Not entirely sure if it was worth it, or if she was going to hear an almighty crash and be covered with shards of glass once she had done so, Rose turned on her heel and swung the golf club up and over her head. The head of the club hit something that was caught with the motion and thudded into the ground. The Waybuh lay there twitching its wings for a while before it stilled, unconscious and ready to be returned to its home planet.

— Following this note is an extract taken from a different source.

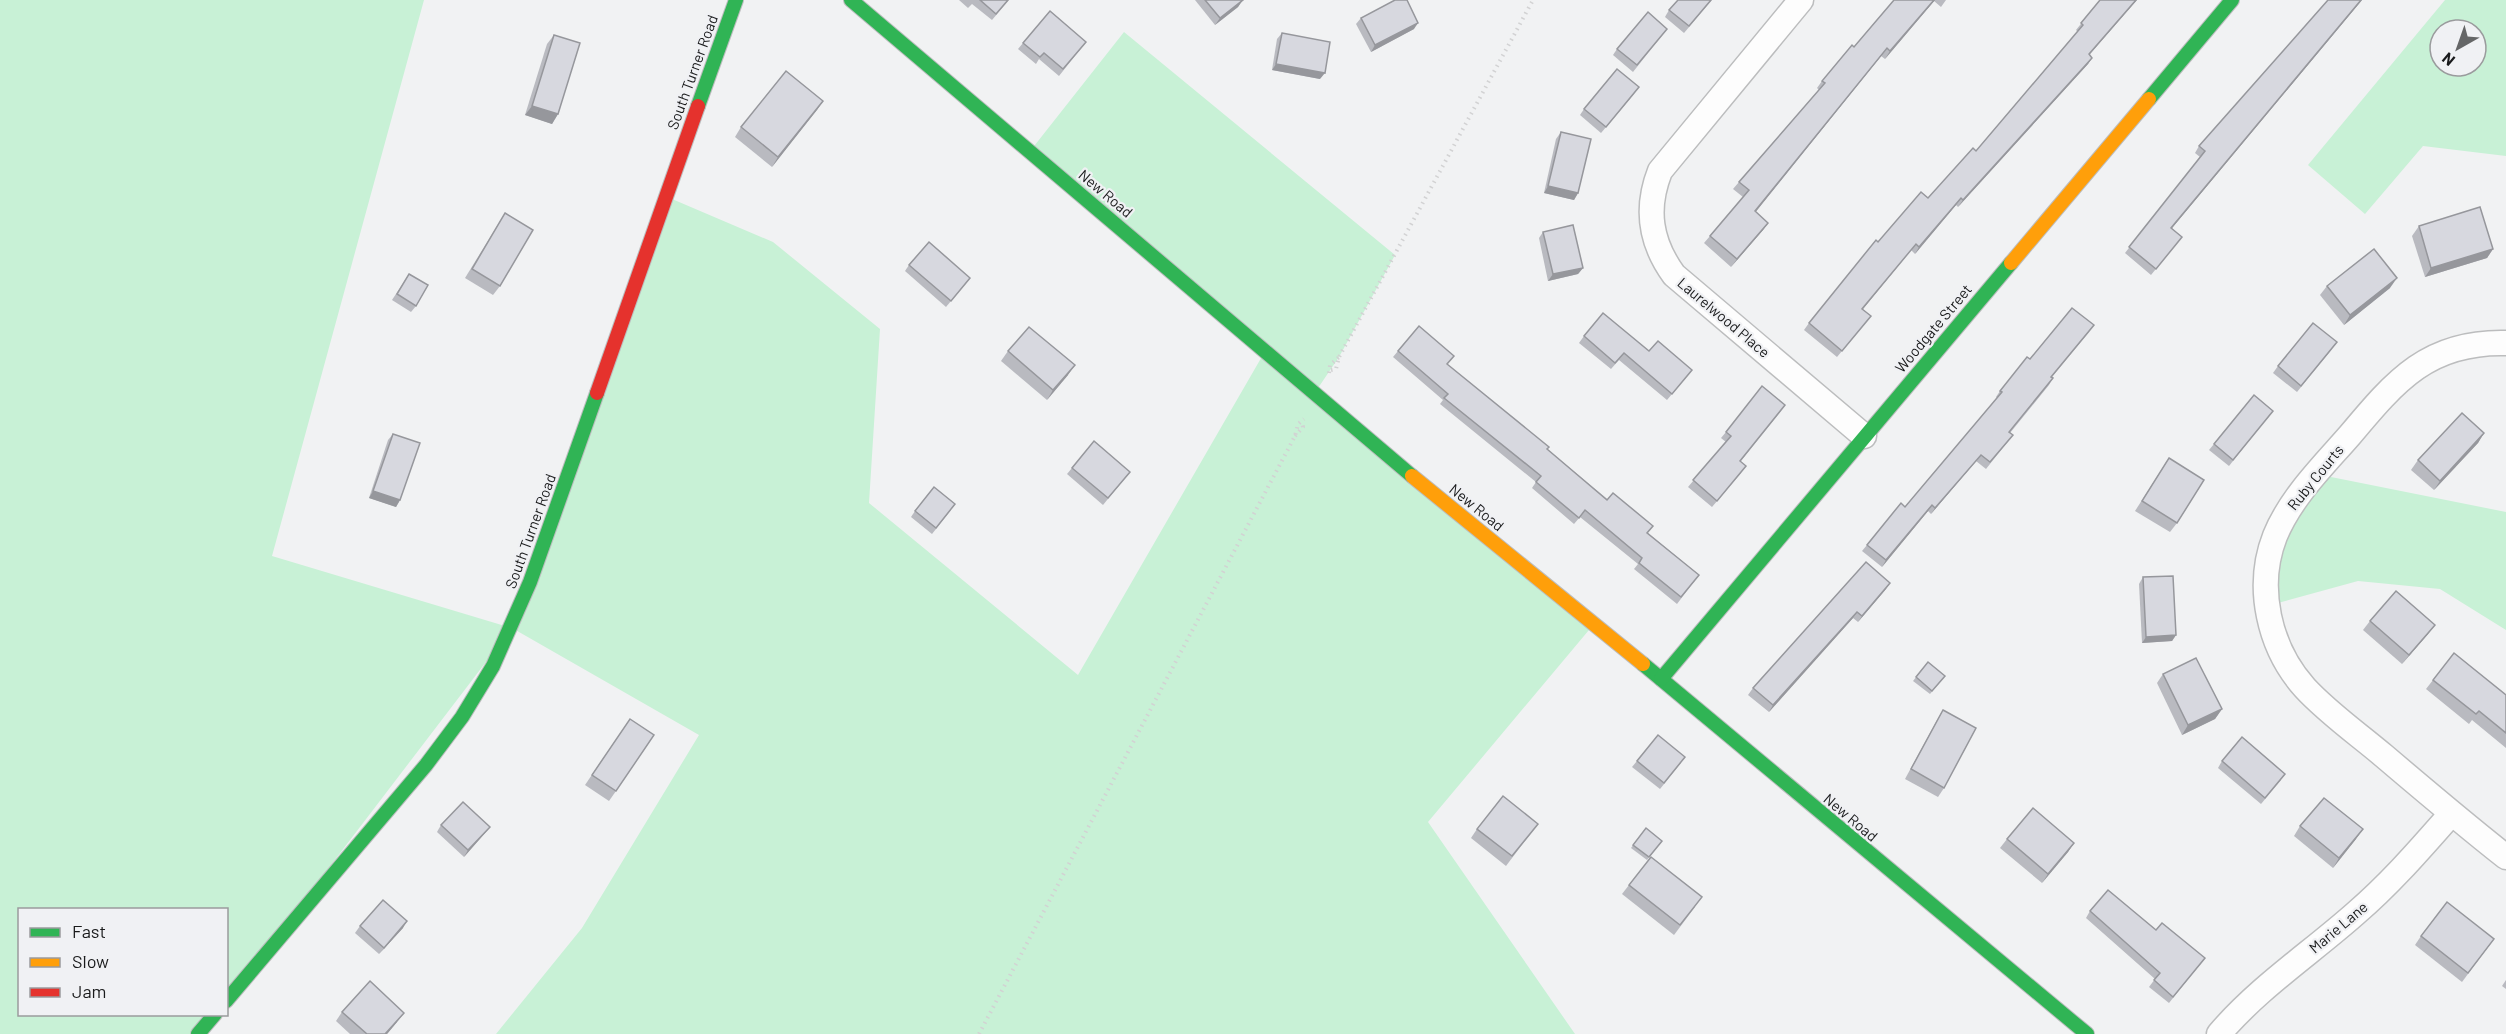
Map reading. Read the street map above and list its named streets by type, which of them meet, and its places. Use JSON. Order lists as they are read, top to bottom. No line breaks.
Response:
{"streets":{"street":["South Turner Road","New Road","Laurelwood Place","Woodgate Street","Ruby Courts","Marie Lane"]},"crossings":[["New Road","Woodgate Street"],["Laurelwood Place","Woodgate Street"],["Ruby Courts","Marie Lane"]],"legend":["Fast","Slow","Jam"],"north":"bottom left"}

Rose called for the Doctor, declaring that she had caught the Wayhuh and that they could leave. It took a whole ten minutes – during which Rose had to sing 'Ten Green Bottles' through twice so that he could follow her voice – for the Doctor to find her, and another fifteen before they found their way out of the hall of mirrors, both disorientated and feeling the internal pressure of imminent headaches.

They made their way back to the TARDIS with the Waybuh, ready to take it home, but Rose was still thinking of what she had seen in the hall of mirrors. For it may not have been a reflection, but a mere reflection of a reflection, but whatever it was and however many mirrors may have been reflecting the same image, she was sure that it had been the Doctor's reflection, and she was sure that, in his reflection, he had wings.